U.S. corporate bonds are trading at their highest valuations in decades, but to some investors and strategists, it’s partly an illusion fueled by government dysfunction and company debt has room to rally more.

The gap between yields on blue-chip company debt and U.S. Treasuries, a key valuation metric for corporate credit known as the spread, has hovered around 0.73 percentage point for much of the past week. That’s close to levels last seen in the 1990s. Typically, it’s a signal investors are confident that firms will be able to pay their obligations.

But those high valuations are at least partly a function of rising risk for U.S. Treasuries, according to TD Securities USA strategist Hans Mikkelsen. A series of factors have increased Treasuries’ risk: The U.S. is weeks into a government shutdown. Republican tax cuts are forcing the United States to borrow more. The Federal Reserve is under political pressure to cut interest rates, even amid signs that inflation isn’t completely tamed. Then there’s a debt-ceiling battle potentially brewing in 2027, at a time when political parties are polarized, raising the risk that the government will delay paying its obligations.

“We’re seeing some concerns that in some dimensions the U.S. government is moving more in the direction of emerging markets,” Mikkelsen said, adding that demand for company debt remains strong.

Treasuries look so much riskier that some on Wall Street are questioning whether they remain the best benchmark for corporate bonds. Investors looking to remove some political and government factors from the equation have been using interest rate swaps as a reference rate, according to JPMorgan Chase & Co. By that measure, corporate bonds look less richly valued: Spreads for high-grade corporate bonds compared with swaps are about 1.52 percentage point, closer to levels they’ve been at for the last few years.
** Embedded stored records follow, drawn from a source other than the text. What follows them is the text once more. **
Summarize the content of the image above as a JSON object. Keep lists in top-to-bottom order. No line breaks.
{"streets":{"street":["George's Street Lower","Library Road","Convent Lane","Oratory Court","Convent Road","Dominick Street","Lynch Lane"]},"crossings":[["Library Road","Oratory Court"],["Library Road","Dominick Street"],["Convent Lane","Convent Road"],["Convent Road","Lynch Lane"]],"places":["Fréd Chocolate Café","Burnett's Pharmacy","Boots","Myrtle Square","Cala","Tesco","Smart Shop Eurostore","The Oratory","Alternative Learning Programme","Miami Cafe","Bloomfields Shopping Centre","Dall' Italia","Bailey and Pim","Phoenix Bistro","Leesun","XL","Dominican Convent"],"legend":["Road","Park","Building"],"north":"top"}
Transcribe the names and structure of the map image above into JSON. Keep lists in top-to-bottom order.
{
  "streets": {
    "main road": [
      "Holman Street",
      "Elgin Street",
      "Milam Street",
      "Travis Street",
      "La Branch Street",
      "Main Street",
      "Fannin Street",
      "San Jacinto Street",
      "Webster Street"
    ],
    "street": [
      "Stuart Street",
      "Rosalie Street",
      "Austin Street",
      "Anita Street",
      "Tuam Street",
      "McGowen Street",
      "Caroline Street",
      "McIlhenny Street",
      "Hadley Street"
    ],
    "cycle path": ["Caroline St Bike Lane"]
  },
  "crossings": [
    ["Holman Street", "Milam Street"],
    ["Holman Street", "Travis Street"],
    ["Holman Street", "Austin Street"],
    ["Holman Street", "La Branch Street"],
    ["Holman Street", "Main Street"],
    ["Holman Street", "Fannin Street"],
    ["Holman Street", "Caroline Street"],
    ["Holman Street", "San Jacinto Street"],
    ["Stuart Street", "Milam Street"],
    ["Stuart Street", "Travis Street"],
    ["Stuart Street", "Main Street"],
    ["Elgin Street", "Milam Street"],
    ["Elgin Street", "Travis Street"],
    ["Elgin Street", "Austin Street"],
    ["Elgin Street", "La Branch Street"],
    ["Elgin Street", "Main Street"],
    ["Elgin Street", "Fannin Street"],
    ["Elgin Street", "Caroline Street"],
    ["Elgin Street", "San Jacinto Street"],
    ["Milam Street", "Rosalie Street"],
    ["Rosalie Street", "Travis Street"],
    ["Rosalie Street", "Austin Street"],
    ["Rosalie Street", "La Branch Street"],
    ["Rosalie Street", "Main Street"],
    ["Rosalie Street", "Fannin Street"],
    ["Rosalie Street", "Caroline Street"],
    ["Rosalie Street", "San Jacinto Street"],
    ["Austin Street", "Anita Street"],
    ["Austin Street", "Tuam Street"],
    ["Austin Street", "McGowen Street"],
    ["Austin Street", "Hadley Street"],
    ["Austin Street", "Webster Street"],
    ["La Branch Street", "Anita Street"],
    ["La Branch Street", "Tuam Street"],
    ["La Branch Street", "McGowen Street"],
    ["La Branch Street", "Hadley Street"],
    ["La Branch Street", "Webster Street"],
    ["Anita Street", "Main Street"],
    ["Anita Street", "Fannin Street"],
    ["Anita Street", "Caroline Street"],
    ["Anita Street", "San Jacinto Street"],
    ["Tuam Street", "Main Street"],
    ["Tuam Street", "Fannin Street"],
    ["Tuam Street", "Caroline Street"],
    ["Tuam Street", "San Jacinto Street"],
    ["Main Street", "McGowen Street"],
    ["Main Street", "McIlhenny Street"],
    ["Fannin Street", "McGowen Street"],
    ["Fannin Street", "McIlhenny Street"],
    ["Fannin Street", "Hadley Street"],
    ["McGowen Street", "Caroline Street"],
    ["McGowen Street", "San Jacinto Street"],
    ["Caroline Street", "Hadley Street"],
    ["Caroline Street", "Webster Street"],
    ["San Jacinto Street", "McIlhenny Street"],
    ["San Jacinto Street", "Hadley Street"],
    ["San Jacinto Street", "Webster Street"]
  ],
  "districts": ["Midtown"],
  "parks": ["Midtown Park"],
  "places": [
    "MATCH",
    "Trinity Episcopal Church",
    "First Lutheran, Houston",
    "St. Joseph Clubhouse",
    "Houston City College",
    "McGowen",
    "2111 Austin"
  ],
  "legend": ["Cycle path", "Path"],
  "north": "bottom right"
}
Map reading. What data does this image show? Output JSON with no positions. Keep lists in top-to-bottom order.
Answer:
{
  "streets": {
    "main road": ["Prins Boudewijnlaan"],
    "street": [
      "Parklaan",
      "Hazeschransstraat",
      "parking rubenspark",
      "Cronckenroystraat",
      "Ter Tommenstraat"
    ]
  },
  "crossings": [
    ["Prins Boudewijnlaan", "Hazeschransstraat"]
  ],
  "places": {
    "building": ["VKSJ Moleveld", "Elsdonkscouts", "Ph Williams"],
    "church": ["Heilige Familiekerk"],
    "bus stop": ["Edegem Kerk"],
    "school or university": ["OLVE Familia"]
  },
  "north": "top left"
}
If current trends continue, spreads on the safest corporate debt—such as bonds from Microsoft Corp.—are at risk of turning negative, Mikkelsen said. This happens in emerging markets when solid firms are judged to be safer than their own country’s sovereign debt.

“Treasuries are no longer that risk-free indicator,” said Itai Lourie, chief investment officer at Thresher Fixed LLC. “If I were to pick a benchmark, I would use swaps. The swap curve is more continuous and there are less technical abnormalities we see than in the Treasury curves.”

There are flaws to using interest rate derivatives as a benchmark. Interest rate swaps aren’t completely free of credit risk, and pivoting to a new benchmark may just be obscuring potential difficulty in credit markets, where plenty of observers have warned against complacency. Defaults are growing among junk-rated borrowers, and there are signs of corporate cash levels starting to fall.

“If you move the goalpost—if you call the 0-yard line the 10-yard line like they do in Canada—will there be more room to run?” said Darrell Duffie, a professor of finance at Stanford University. Still, Duffie joins other market watchers in viewing swap rates as a useful benchmark.

On the whole, U.S. companies look relatively strong now. They’ve been boosting their earnings relative to their debt levels, making corporate debt a more attractive option for some investors. As quarterly earnings reporting kicks off in earnest next week, Goldman Sachs Group Inc. is anticipating better-than-expected results from corporate America amid a robust economy and a rosy outlook for artificial intelligence (AI).

TD’s Mikkelsen believes the debate can be summed up with a hypothetical choice between two bonds—one from the AA+ rated U.S. Treasury and one from a triple-A rated corporate like Microsoft. Both bonds mature in the first quarter of 2027, when the debt-ceiling battle is expected to be raging. “With a Treasury, if there’s a hiccup with the debt ceiling that needs to be resolved, then you might not get your money,” Mikkelsen said. “If you buy a bond from Microsoft, which is higher-rated, you have to consider there’s a higher chance you get your money back when you need it.”